= Beginning of Section =
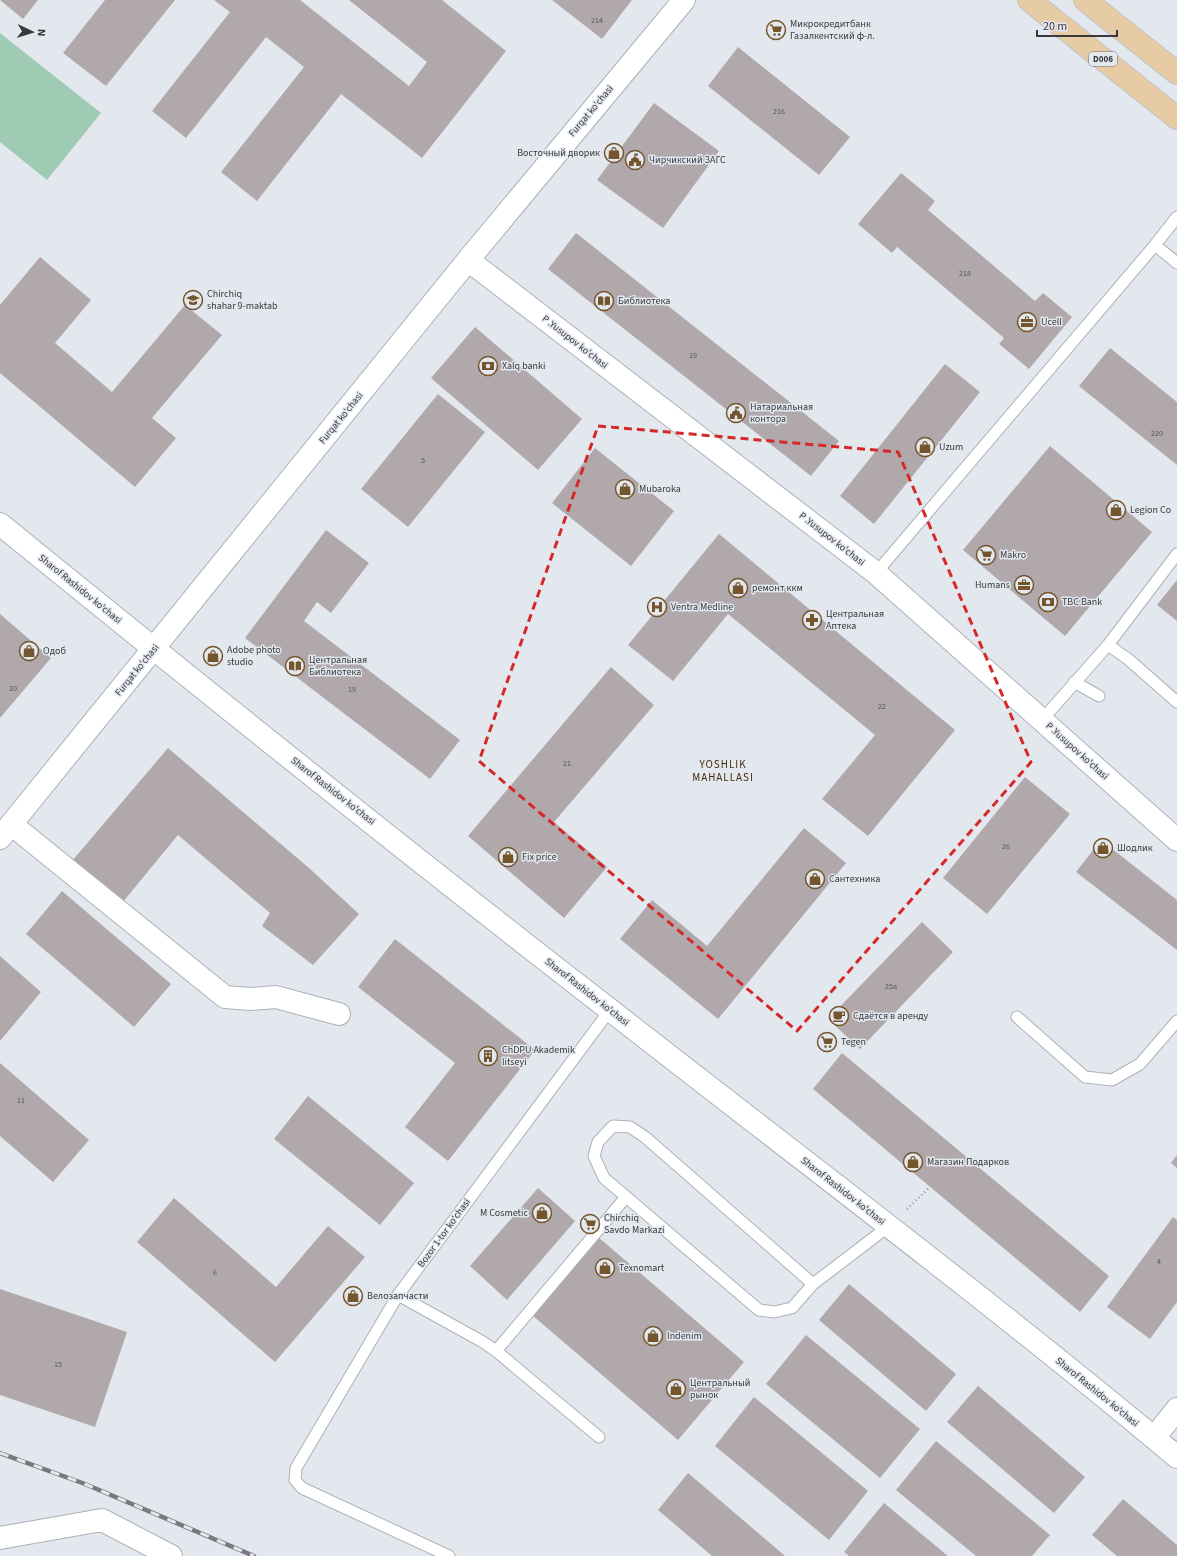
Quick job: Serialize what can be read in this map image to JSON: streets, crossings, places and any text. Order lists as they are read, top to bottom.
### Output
{
  "streets": {
    "main road": ["D006"],
    "street": ["Furqat ko'chasi", "P .Yusupov ko'chasi", "Sharof Rashidov ko'chasi"],
    "lane": ["Bozor 1-tor ko‘chasi"]
  },
  "crossings": [
    ["Furqat ko'chasi", "P .Yusupov ko'chasi"],
    ["Furqat ko'chasi", "Sharof Rashidov ko'chasi"],
    ["Sharof Rashidov ko'chasi", "Bozor 1-tor ko‘chasi"]
  ],
  "districts": ["YOSHLIK MAHALLASI"],
  "places": {
    "supermarket": [
      "Микрокредитбанк Газалкентский ф-л.",
      "Makro",
      "Tegen",
      "Chirchiq Savdo Markazi"
    ],
    "shop": [
      "Восточный дворик",
      "Uzum",
      "Mubaroka",
      "Legion Co",
      "ремонт ккм",
      "Одоб",
      "Adobe photo studio",
      "Шодлик",
      "Fix price",
      "Сантехника",
      "Магазин Подарков",
      "M Cosmetic",
      "Texnomart",
      "Велозапчасти",
      "Indenim",
      "Центральный рынок"
    ],
    "public building": ["Чирчикский ЗАГС", "Натариальная контора"],
    "school or university": ["Chirchiq shahar 9-maktab"],
    "library": ["Библиотека", "Центральная Библиотека"],
    "office": ["Ucell", "Humans"],
    "bank": ["Xalq banki", "TBC Bank"],
    "hospital": ["Ventra Medline"],
    "pharmacy": ["Центральная Аптека"],
    "cafe": ["Сдаётся в аренду"],
    "building": ["ChDPU Akademik litseyi"]
  },
  "house_numbers": [
    "214",
    "216",
    "218",
    "19",
    "220",
    "5",
    "20",
    "19",
    "22",
    "21",
    "26",
    "25а",
    "11",
    "4",
    "6",
    "15"
  ],
  "scale_bar": "20 m",
  "north": "right"
}
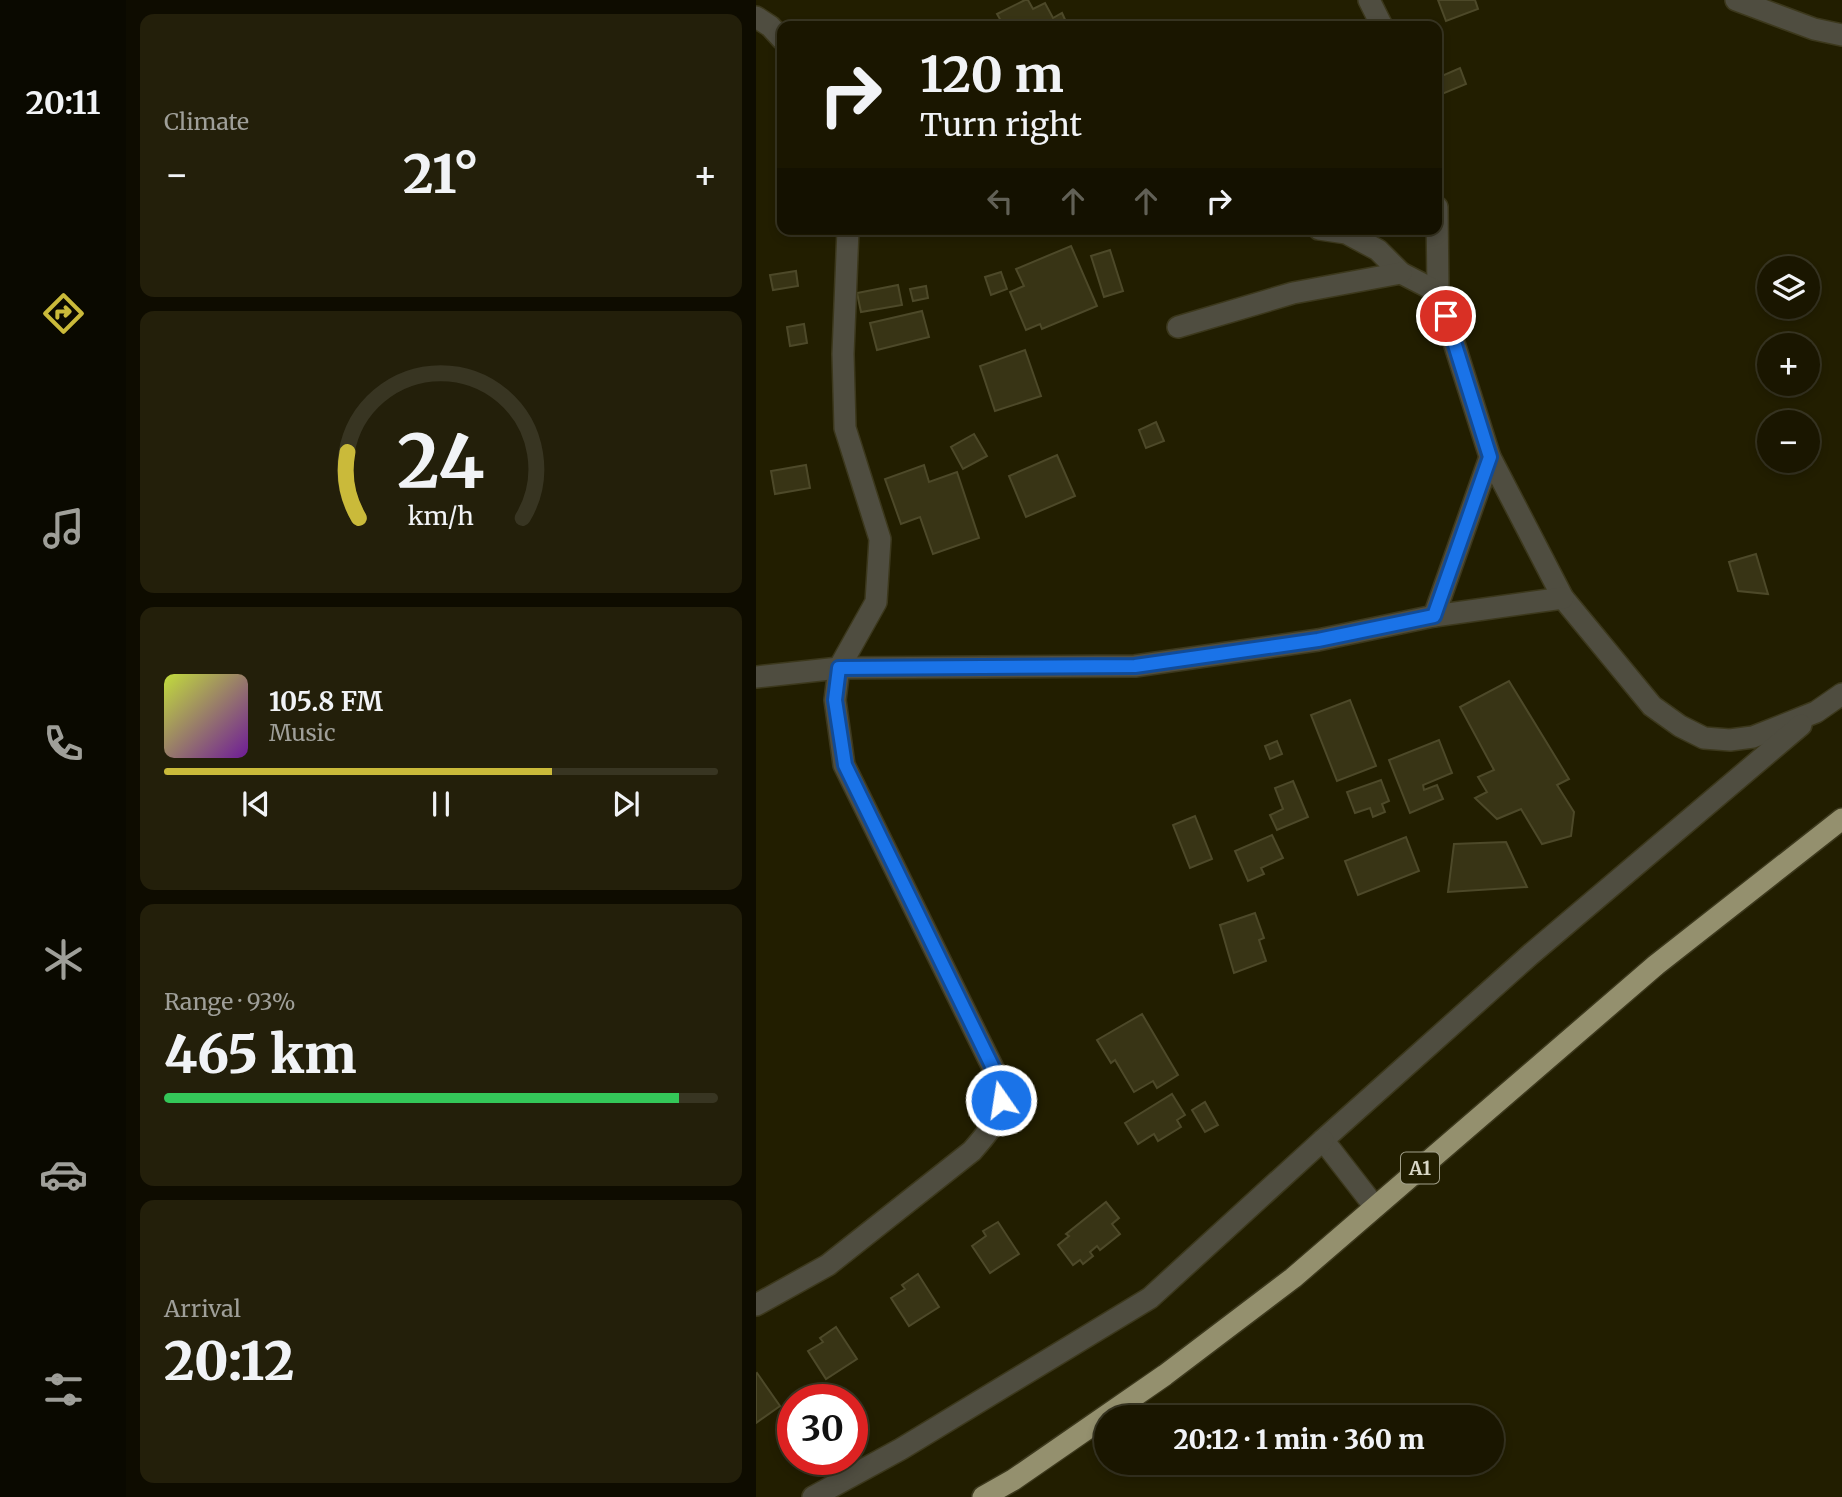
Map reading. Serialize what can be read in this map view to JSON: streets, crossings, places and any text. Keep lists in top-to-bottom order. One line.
{"streets":{"highway":["A1"]},"page":{"tabs":"20:11","tile":["Climate",["Range · 93%","465 km"],["Arrival","20:12"]],"turn":["120 m","Turn right"],"heat":["−","21°","+"],"map_buttons":["+","−"],"song":["105.8 FM","Music"],"limit":"30","trip":"20:12 · 1 min · 360 m","gauge":["24","km/h"]}}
= End of Section =
• _What to produce_: Your answer must be the lines from the one holding "Map reading. Serialize" to the end of the listing above, exactly as written and nothing else.

• _Task answer_:
Map reading. Serialize what can be read in this map view to JSON: streets, crossings, places and any text. Keep lists in top-to-bottom order. One line.
{"streets":{"highway":["A1"]},"page":{"tabs":"20:11","tile":["Climate",["Range · 93%","465 km"],["Arrival","20:12"]],"turn":["120 m","Turn right"],"heat":["−","21°","+"],"map_buttons":["+","−"],"song":["105.8 FM","Music"],"limit":"30","trip":"20:12 · 1 min · 360 m","gauge":["24","km/h"]}}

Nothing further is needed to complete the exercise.